Instructions for the task | Among the lines below, a stretch begins at the one with "display:flex; align-items:center; gap:42px;" and ends at the one with "fill:none; stroke-linecap:round; stroke-linejoin:round". Repeat that stretch exactly, ends included.

Collected data entries:
────────────────

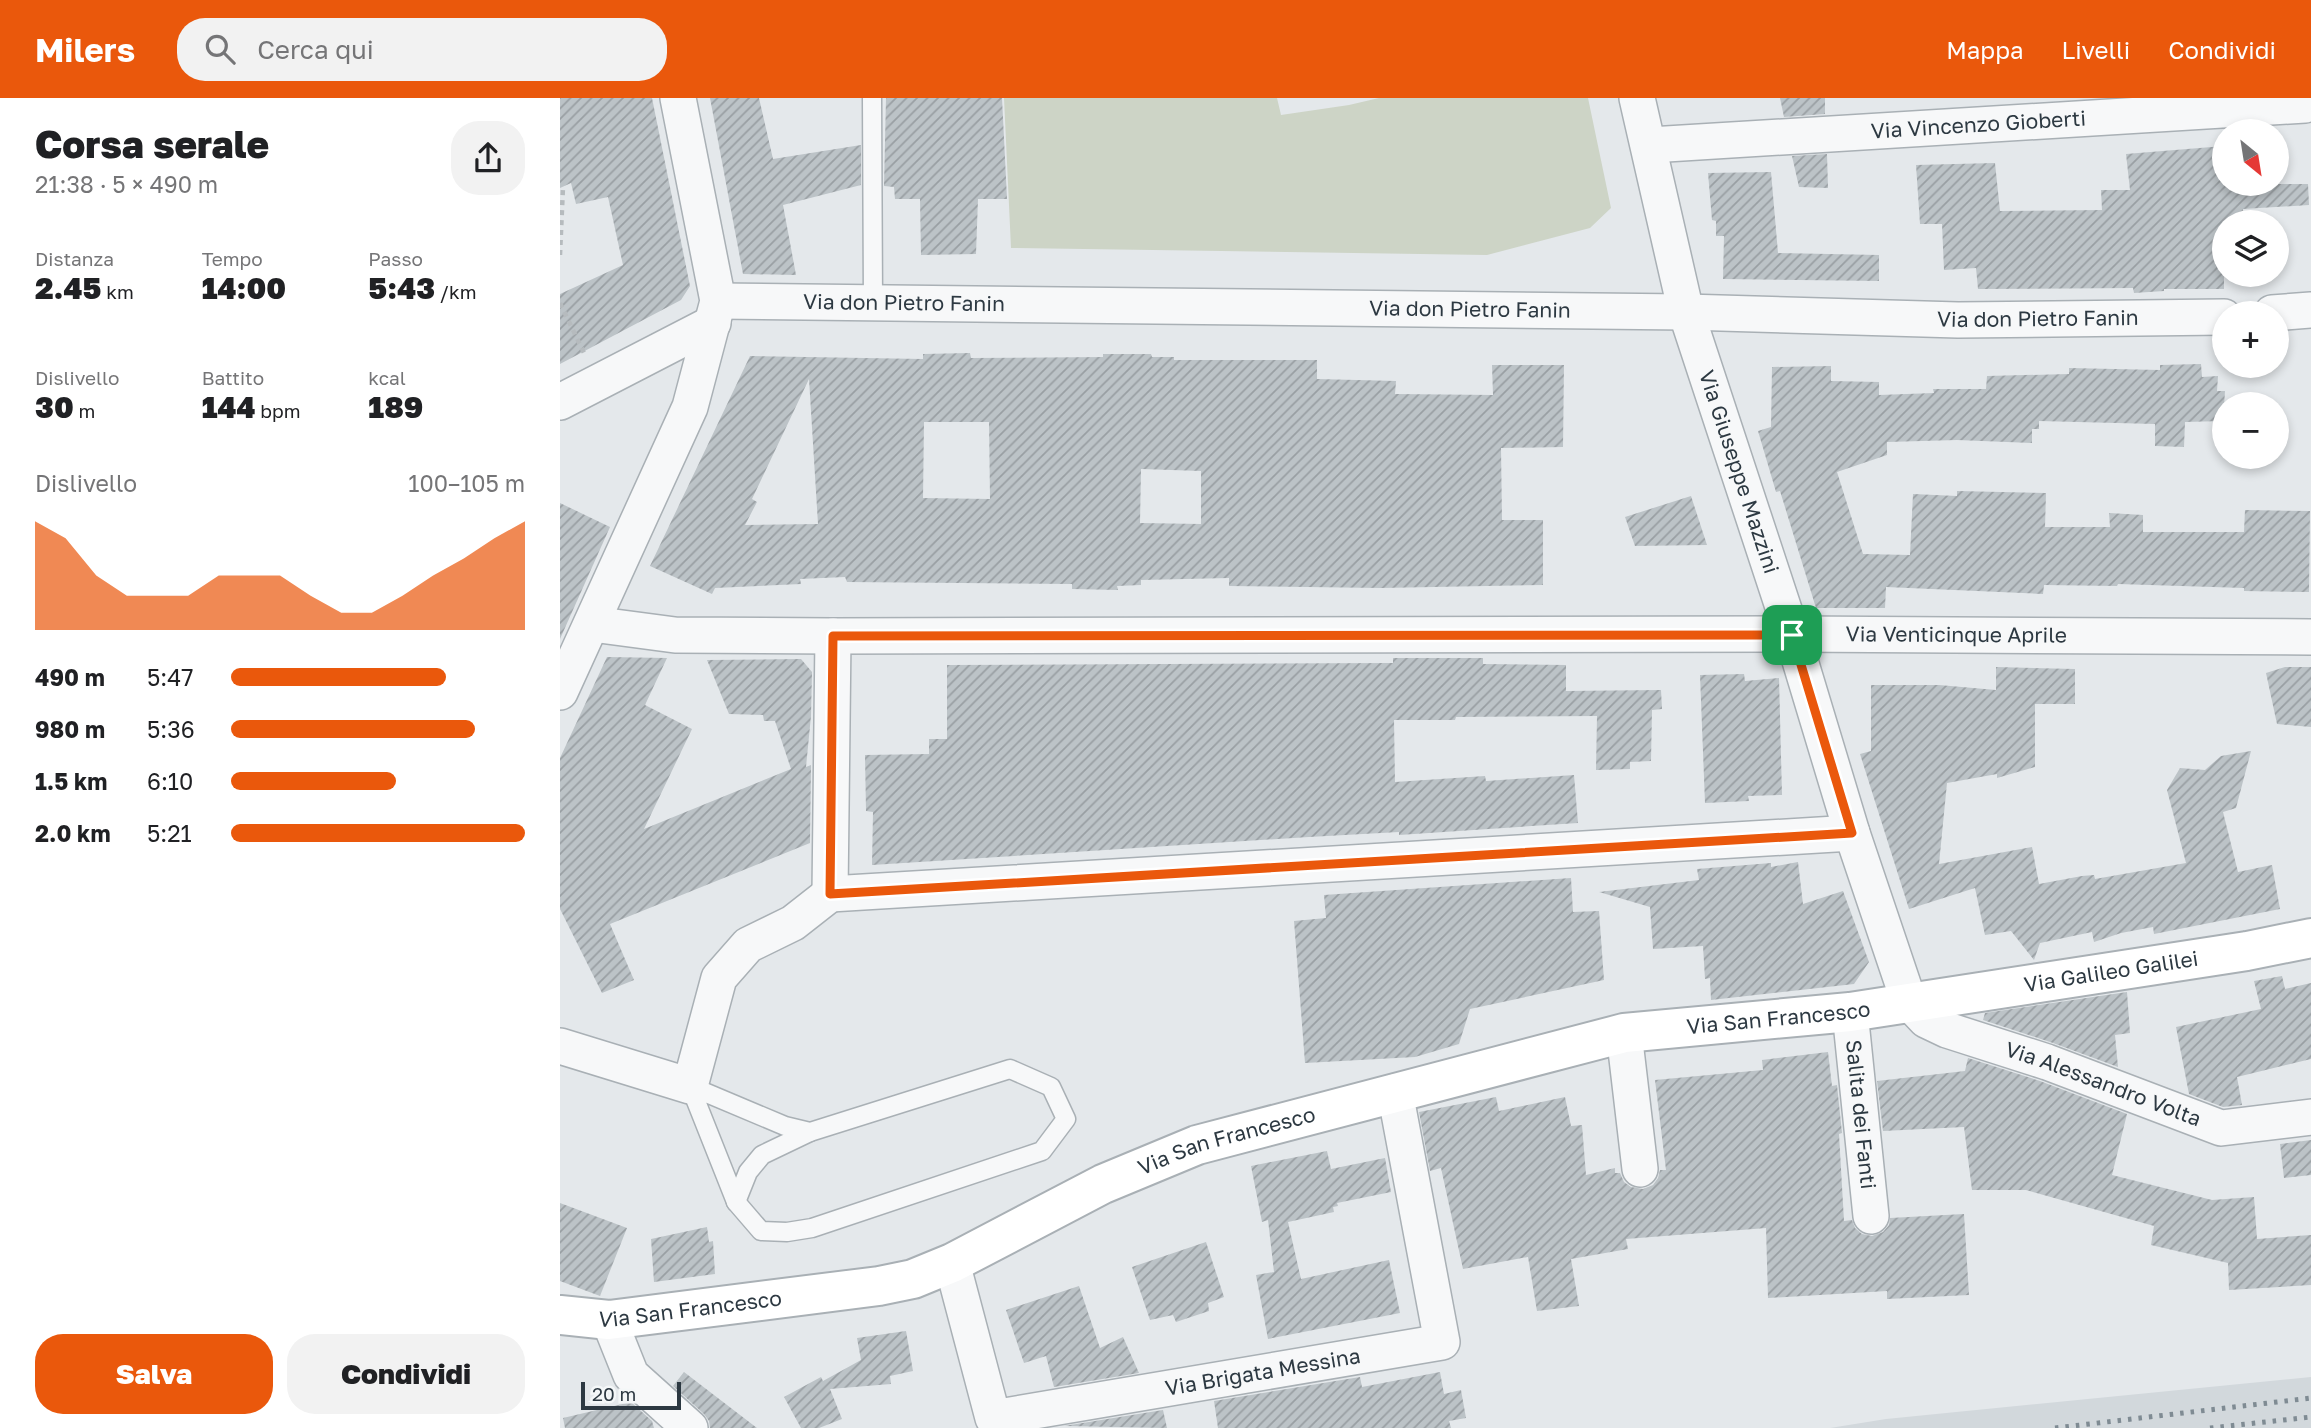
<!DOCTYPE html>
<html lang="it">
<head>
<meta charset="utf-8">
<style>
  :root { --surface:#fff; --page:#f2f2f2; --text:#202124; --muted:#757577; --accent:#ea580c }
  body { margin:0; font-family:"Golos Text",sans-serif; background:var(--page); color:var(--text); height:100vh; display:flex; flex-direction:column; font-size:26px; white-space:nowrap }
  * { box-sizing:border-box; margin:0 }
  p { font-size:23px; color:var(--muted) }
  .icon { flex:none; width:38px; height:38px; fill:none; stroke:currentColor; stroke-width:2; stroke-linecap:round; stroke-linejoin:round }
  .map { position:relative; flex:1; overflow:hidden }
  .drawer { display:flex; flex-direction:column; background:var(--surface); width:560px }
  .drawer>* { flex:none }
  .needle { width:46px; rotate:150deg }
  .buttons { position:absolute; left:1652px; top:21px; display:grid; gap:14px }
  .buttons a { display:grid; place-items:center; width:77px; height:77px; border-radius:50%; background:var(--surface); box-shadow:0 4px 10px #0003; font-size:35px }
  .scale { position:absolute; left:21px; bottom:18px; width:100px; box-sizing:border-box; padding-left:7px; border:4px solid #2d3942; border-top:0; font-size:19px; line-height:24px; white-space:nowrap; color:#2d3942; -webkit-text-stroke:5px #f4f7f8; paint-order:stroke }
  .pin { position:absolute; display:grid; place-items:center; width:60px; height:60px; color:#fff; margin:-30px; border-radius:14px; box-shadow:0 4px 10px #0006 }
  .round { display:grid; place-items:center; flex:none; width:74px; height:74px; border-radius:28px; background:var(--page) }
  .head { display:flex; align-items:center; justify-content:space-between; height:119px; padding:0 35px }
  h1 { font-size:38px; font-weight:800; line-height:52px }
  .stats { display:grid; grid-template-columns:repeat(3,1fr); gap:10px; height:119px; padding:7px 35px }
  .stats div { display:grid; align-content:center }
  .stats b { font-size:30px; font-weight:800 }
  .stats small { font-size:19px; font-weight:400 }
  .stats p { font-size:19px }
  .chart { height:196px; padding:14px 35px }
  .chart p { display:flex; justify-content:space-between }
  .chart svg { width:100%; height:126px; margin-top:7px; fill:var(--accent); opacity:.7 }
  .action { display:flex; gap:14px; margin-top:auto; padding:14px 35px }
  .action a { flex:1; height:80px; border-radius:28px; background:var(--accent); color:#fff; font-size:28px; font-weight:800; line-height:80px; text-align:center }
  .action a+a { background:var(--page); color:var(--text) }
  ul { padding:0 35px; list-style:none; font-size:23px }
  li { display:grid; grid-template-columns:112px 84px 1fr; align-items:center; height:52px }
  li i { height:18px; border-radius:9px; background:var(--accent) }
  header { display:flex; align-items:center; gap:42px; box-sizing:border-box; height:98px; padding:0 35px; background:var(--accent); color:#fff }
  header strong { font-size:33px }
  nav { display:flex; gap:38px; margin-inline-start:auto; font-size:24px }
  .search { width:490px; height:63px; background:var(--page); display:flex; align-items:center; gap:18px; box-sizing:border-box; padding:0 24px; border-radius:28px; color:var(--muted); font-size:26px }
  main { display:flex; flex:1; min-height:0 }
  .map>svg:first-child { display:block }
  .built { fill:#d2d8dc }
  .pitch { fill:#cdd4c6 }
  .building { fill:url(#building-hatch); fill-rule:evenodd }
  .lines { fill:none; stroke-linecap:round; stroke-linejoin:round }
  .lane-casing { stroke:#a9b0b5; stroke-width:21 }
  .street-casing { stroke:#a9b0b5; stroke-width:38 }
  .secondary-casing { stroke:#a9b0b5; stroke-width:42 }
  .path { stroke:#b6bbbe; stroke-width:4.5; stroke-dasharray:5 5; stroke-linecap:butt }
  .lane { stroke:#f7f8f9; stroke-width:18 }
  .street { stroke:#f7f8f9; stroke-width:35 }
  .secondary { stroke:#fff; stroke-width:38 }
  .rail { stroke:#7f8b93; stroke-width:5; stroke-dasharray:3.5 7; stroke-linecap:butt }
  .route-casing { stroke:#fff; stroke-width:14 }
  .route { stroke:#ea580c; stroke-width:9 }
  .labels { text-anchor:middle; stroke-width:5; stroke-linejoin:round; paint-order:stroke }
  .street-label { font-size:21px; fill:#2d3942; stroke:#f4f7f8 }
</style>
</head>
<body>
<header>
<strong>Milers</strong>
<div class="search"><svg class="icon" aria-label="search" viewBox="0 0 24 24"><circle cx="10" cy="10" r="6"/><path d="M15 15l6 6"/></svg>Cerca qui</div>
<nav><a>Mappa</a><a>Livelli</a><a>Condividi</a></nav>
</header>
<main>
<section class="drawer">
<div class="head"><div><h1>Corsa serale</h1><p>21:38 · 5 × 490 m</p></div><a class="round"><svg class="icon" aria-label="share" viewBox="0 0 24 24"><path d="M12 15V3M7 8l5-5 5 5M5 13v7h14v-7"/></svg></a></div>
<div class="stats">
<div><p>Distanza</p><b>2.45<small> km</small></b></div>
<div><p>Tempo</p><b>14:00</b></div>
<div><p>Passo</p><b>5:43<small> /km</small></b></div>
</div>
<div class="stats">
<div><p>Dislivello</p><b>30<small> m</small></b></div>
<div><p>Battito</p><b>144<small> bpm</small></b></div>
<div><p>kcal</p><b>189</b></div>
</div>
<div class="chart"><p><span>Dislivello</span>100–105 m</p>
<svg viewBox="0 0 160 44" preserveAspectRatio="none"><path d="M0 44V6L10 12L20 25L30 32L40 32L50 32L60 25L70 25L80 25L90 32L100 38L110 38L120 32L130 25L140 19L150 12L160 6V44z"/></svg>
</div>
<ul>
<li><b>490 m</b>5:47<i style="width:73%"></i></li>
<li><b>980 m</b>5:36<i style="width:83%"></i></li>
<li><b>1.5 km</b>6:10<i style="width:56%"></i></li>
<li><b>2.0 km</b>5:21<i style="width:100%"></i></li>
</ul>
<div class="action"><a>Salva</a><a>Condividi</a></div>
</section>
<div class="map">
<svg width="1751" height="1330" viewBox="0 0 1751 1330">
  <defs>
    <pattern id="building-hatch" width="6" height="6" patternUnits="userSpaceOnUse" patternTransform="scale(1.75)"><rect width="6" height="6" fill="#bcc3c7"/><path d="M-1 1l2-2M0 6l6-6M5 7l2-2" fill="none" stroke="#999fa3"/></pattern>
  </defs>
  <rect width="100%" height="100%" fill="#e4e8eb"/>
  <!-- built -->
  <path class="built" d="M1751 1279V1330H1270L1326 1321Z"/>
  <!-- pitch -->
  <path class="pitch" d="M444 0H717L721 17 789 7 819 0H1028L1051 110 1030 130 927 157 451 150Z"/>
  <!-- building -->
  <g class="building">
    <path d="M0 0H92L130 188 121 202 0 266V196L63 167 48 99 16 106 11 85 0 90Z"/>
    <path d="M150 0H199L213 61 301 47V87L223 107 236 177 183 176Z"/>
    <path d="M326 0H442L447 101H418L416 156 361 157 360 101H335L334 89 324 88Z"/>
    <path d="M1220 0H1265V16L1224 19Z"/>
    <path d="M1664 48V86H1748L1749 107 1683 111 1684 124H1664V191H1604V193L1574 195 1573 190 1418 191 1416 170 1384 172 1382 126H1360L1356 67 1435 65 1440 113 1542 112 1541 92H1570L1566 56Z"/>
    <path d="M1267 56 1268 90 1239 89 1232 58Z"/>
    <path d="M1211 74 1218 155 1319 157V183L1163 181 1164 138H1156V123L1152 122 1148 75Z"/>
    <path d="M410 255 411 260 543 259V256H591L592 259H614V262H757V281L836 283 835 296 933 297 932 267H1004L1003 349 941 350 942 422H983V487L821 490 669 488V480L581 482V487L557 488 558 492 512 491V486L287 484 285 479 240 481 241 486 155 490 152 496 90 468 190 258 363 261V256ZM249 281 258 426 185 427 197 404 192 401ZM364 324H429L430 401 363 400ZM581 371 641 373V426L580 425Z"/>
    <path d="M1641 266 1642 279 1658 278 1657 293H1665L1663 323 1625 324 1624 349 1595 348V326L1479 323V331H1472V345L1397 342 1327 344V357L1277 374 1303 456 1350 457 1353 396 1397 398V393L1486 395 1485 429H1550L1549 415 1583 417V434H1684L1685 412 1750 413 1749 494 1684 493V490L1558 486 1557 488 1484 487 1483 496 1326 489 1325 510H1256L1220 393 1216 394 1198 333 1211 329 1212 269 1271 268V283L1319 284V297L1374 295 1373 291H1426L1427 278 1509 276V270L1600 272V267Z"/>
    <path d="M1131 398 1147 447 1075 448 1065 419Z"/>
    <path d="M0 405 50 429 0 541Z"/>
    <path d="M47 559 107 560 85 607 132 631 84 731 231 671 215 623H204L203 617 169 616 147 562 241 561 252 574 251 618 246 669 251 667 250 745 50 826 74 882 42 895 0 811V660Z"/>
    <path d="M833 560H923V566L1006 567V593L1101 592 1102 611 1092 612 1091 663 1070 664V671L1036 672 1037 618 896 619 895 622H834L835 684 925 678 926 683 1014 677 1018 725 839 737V734L749 739 312 767 313 714 306 713 305 657 369 656V641H387V567L833 565Z"/>
    <path d="M1436 569 1515 571V606H1475V669L1437 680V676L1387 685 1379 766 1472 749 1479 786 1522 778 1534 777 1535 781 1626 765 1607 692 1620 670 1645 672 1661 658 1691 653 1676 710 1663 714 1678 774 1712 767 1720 811 1594 836 1593 829 1561 835 1534 844 1532 834 1480 845 1474 862 1451 833 1425 837 1415 790 1349 811 1300 656 1311 653V587H1379L1436 592Z"/>
    <path d="M1725 569H1751V629L1717 626 1706 575Z"/>
    <path d="M1184 576 1185 583 1219 580 1222 697 1188 698 1189 703 1145 705 1140 577Z"/>
    <path d="M1238 764 1243 806 1283 793 1309 864 1294 886 1151 902 1150 880 1145 881 1143 848 1093 851 1090 809 1039 794 1139 782 1137 771 1211 765V769Z"/>
    <path d="M1011 780 1013 814 1039 813 1044 882 910 911 899 946 855 959 745 965 734 823 766 820 764 797Z"/>
    <path d="M1722 878 1725 891 1751 885V961L1677 979 1682 1007 1663 1009 1629 996 1616 929 1701 911 1694 883Z"/>
    <path d="M1567 894 1570 935 1555 937 1558 969 1493 945 1423 922 1425 915Z"/>
    <path d="M1268 954 1272 988 1277 987 1282 1035 1279 1036 1284 1123 1292 1122 1295 1130 1302 1136 1312 1138 1323 1134 1329 1127 1330 1120 1404 1116 1409 1197 1327 1201V1193L1208 1200 1206 1130 1066 1141 1068 1151 1011 1161 1019 1208 977 1213 968 1159 903 1171 881 1070 870 1073 859 1014 936 999 939 1013 1005 999 1011 1028 1022 1027 1026 1077 1055 1070V1075H1060L1064 1084 1071 1089 1083 1091 1093 1087 1098 1080 1100 1072H1106L1095 982 1203 972 1202 962Z"/>
    <path d="M1408 960 1480 983 1567 1016 1552 1077 1652 1102 1694 1099 1697 1141 1751 1137V1187L1669 1192 1668 1165 1591 1147 1594 1128 1466 1092H1412L1404 1029 1323 1033 1317 983 1405 973Z"/>
    <path d="M1751 1042V1077L1724 1080 1720 1046Z"/>
    <path d="M767 1053 771 1071 825 1060 831 1094 777 1105 778 1108 773 1109 774 1114 728 1124 741 1181 829 1162 840 1215 708 1241 696 1177 714 1174 708 1122 702 1124 691 1068Z"/>
    <path d="M0 1105 67 1130 40 1198 0 1183Z"/>
    <path d="M147 1129 149 1144 153 1143 155 1176 94 1184 91 1141Z"/>
    <path d="M646 1144 664 1199 648 1205 649 1213 616 1224 613 1217 590 1222 572 1169Z"/>
    <path d="M519 1188 540 1250 563 1239 579 1275 494 1289 486 1258 464 1265 446 1212Z"/>
    <path d="M346 1233 353 1273 330 1278 331 1286 270 1291 282 1321 259 1330H241L224 1299 261 1279 263 1283 301 1262 297 1240Z"/>
    <path d="M124 1274 197 1330H150L149 1323 144 1316 113 1288Z"/>
    <path d="M880 1274 884 1296 901 1292 906 1320 889 1323 891 1330H658L654 1303 800 1279 802 1289Z"/>
    <path d="M71 1304 92 1323 94 1330H5L3 1320Z"/>
    <path d="M603 1312 607 1330 504 1328Z"/>
  </g>
  <g class="lines">
    <defs>
      <g id="lane">
        <path d="M312 0 313 205"/>
        <path d="M450 971 491 989 506 1021 482 1053 252 1130 227 1134 201 1133 176 1104 130 988 225 1028 250 1034Z"/>
        <path d="M176 1104 188 1074 202 1057 250 1034"/>
      </g>
      <g id="street">
        <path id="s1" d="M1077 0 1126 214 1232 536 1292 735 1349 904 1366 922 1387 932 1487 964 1661 1030 1751 1019"/>
        <path id="s2" d="M1090 47 1745 7"/>
        <path id="s3" d="M158 203 1126 214 1398 222 1664 219"/>
        <path d="M1712 215 1751 212"/>
        <path d="M0 304 153 225"/>
        <path id="s4" d="M32 526 115 537 273 538 1232 536 1751 539"/>
        <path d="M0 594 130 309 158 203 118 0"/>
        <path d="M270 796 1292 735"/>
        <path d="M270 796 273 538"/>
        <path id="s5" d="M1290 914 1311 1118"/>
        <path d="M1064 935 1080 1071"/>
        <path d="M0 948 130 988 159 880 188 847 233 825 270 796"/>
        <path id="s6" d="M392 1165 433 1320 882 1244 835 994"/>
        <path d="M49 1222 71 1277 130 1330"/>
      </g>
      <g id="secondary">
        <path id="s7" d="M0 1217 49 1222 319 1188 353 1181 392 1165 543 1086 637 1047 1064 935 1290 914 1687 853 1751 840"/>
      </g>
    </defs>
    <!-- lane casing -->
    <use href="#lane" class="lane-casing"/>
    <!-- street casing -->
    <use href="#street" class="street-casing"/>
    <!-- secondary casing -->
    <use href="#secondary" class="secondary-casing"/>
    <!-- path -->
    <g class="path">
      <path d="M0 157 3 89"/>
      <path d="M0 205 24 255"/>
    </g>
    <!-- lane -->
    <use href="#lane" class="lane"/>
    <!-- street -->
    <use href="#street" class="street"/>
    <!-- secondary -->
    <use href="#secondary" class="secondary"/>
    <!-- rail -->
    <g class="rail">
      <path d="M1495 1330 1751 1300"/>
      <path d="M1650 1330 1751 1319"/>
    </g>
  </g>
  <g class="lines">
    <defs>
      <path id="route" d="M1232 537 1292 735 270 796 273 538Z"/>
    </defs>
    <!-- route casing -->
    <use href="#route" class="route-casing"/>
    <!-- route -->
    <use href="#route" class="route"/>
  </g>
  <g class="labels">
    <!-- street labels -->
    <g class="street-label">
      <text dy="7" stroke="none"><textPath href="#s2" startOffset="329">Via Vincenzo Gioberti</textPath></text>
      <text dy="7" stroke="none"><textPath href="#s3" startOffset="186">Via don Pietro Fanin</textPath></text>
      <text dy="7" stroke="none"><textPath href="#s3" startOffset="752">Via don Pietro Fanin</textPath></text>
      <text dy="7" stroke="none"><textPath href="#s3" startOffset="1320">Via don Pietro Fanin</textPath></text>
      <text dy="7" stroke="none"><textPath href="#s1" startOffset="388">Via Giuseppe Mazzini</textPath></text>
      <text dy="7" stroke="none"><textPath href="#s4" startOffset="1365">Via Venticinque Aprile</textPath></text>
      <text dy="7" stroke="none"><textPath href="#s7" startOffset="1603">Via Galileo Galilei</textPath></text>
      <text dy="7" stroke="none"><textPath href="#s7" startOffset="1267">Via San Francesco</textPath></text>
      <text dy="7" stroke="none"><textPath href="#s1" startOffset="1158">Via Alessandro Volta</textPath></text>
      <text dy="7" stroke="none"><textPath href="#s5" startOffset="103">Salita dei Fanti</textPath></text>
      <text dy="7" stroke="none"><textPath href="#s7" startOffset="700">Via San Francesco</textPath></text>
      <text dy="7" stroke="none"><textPath href="#s7" startOffset="131">Via San Francesco</textPath></text>
      <text dy="7" stroke="none"><textPath href="#s6" startOffset="434">Via Brigata Messina</textPath></text>
    </g>
  </g>
</svg>
<div class="buttons">
<a><svg class="needle" viewBox="-14 -14 28 28"><path d="M0-13l5 13h-10z" fill="#e53935"/><path d="M0 13l5-13h-10z" fill="#757577"/></svg></a>
<a><svg class="icon" aria-label="layers" viewBox="0 0 24 24"><path d="M12 4l9 5-9 5-9-5zM3 14l9 5 9-5"/></svg></a>
<a>+</a>
<a>−</a>
</div>
<div class="scale">20 m</div>
<div class="pin" style="left:1232px;top:537px;background:#1e9e55"><svg class="icon" aria-label="arrive" viewBox="0 0 24 24"><path d="M6 21V4h12l-3 4 3 4H6"/></svg></div>
</div>
</main>
</body>
</html>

────────────────

Result of this task |
  header { display:flex; align-items:center; gap:42px; box-sizing:border-box; height:98px; padding:0 35px; background:var(--accent); color:#fff }
  header strong { font-size:33px }
  nav { display:flex; gap:38px; margin-inline-start:auto; font-size:24px }
  .search { width:490px; height:63px; background:var(--page); display:flex; align-items:center; gap:18px; box-sizing:border-box; padding:0 24px; border-radius:28px; color:var(--muted); font-size:26px }
  main { display:flex; flex:1; min-height:0 }
  .map>svg:first-child { display:block }
  .built { fill:#d2d8dc }
  .pitch { fill:#cdd4c6 }
  .building { fill:url(#building-hatch); fill-rule:evenodd }
  .lines { fill:none; stroke-linecap:round; stroke-linejoin:round }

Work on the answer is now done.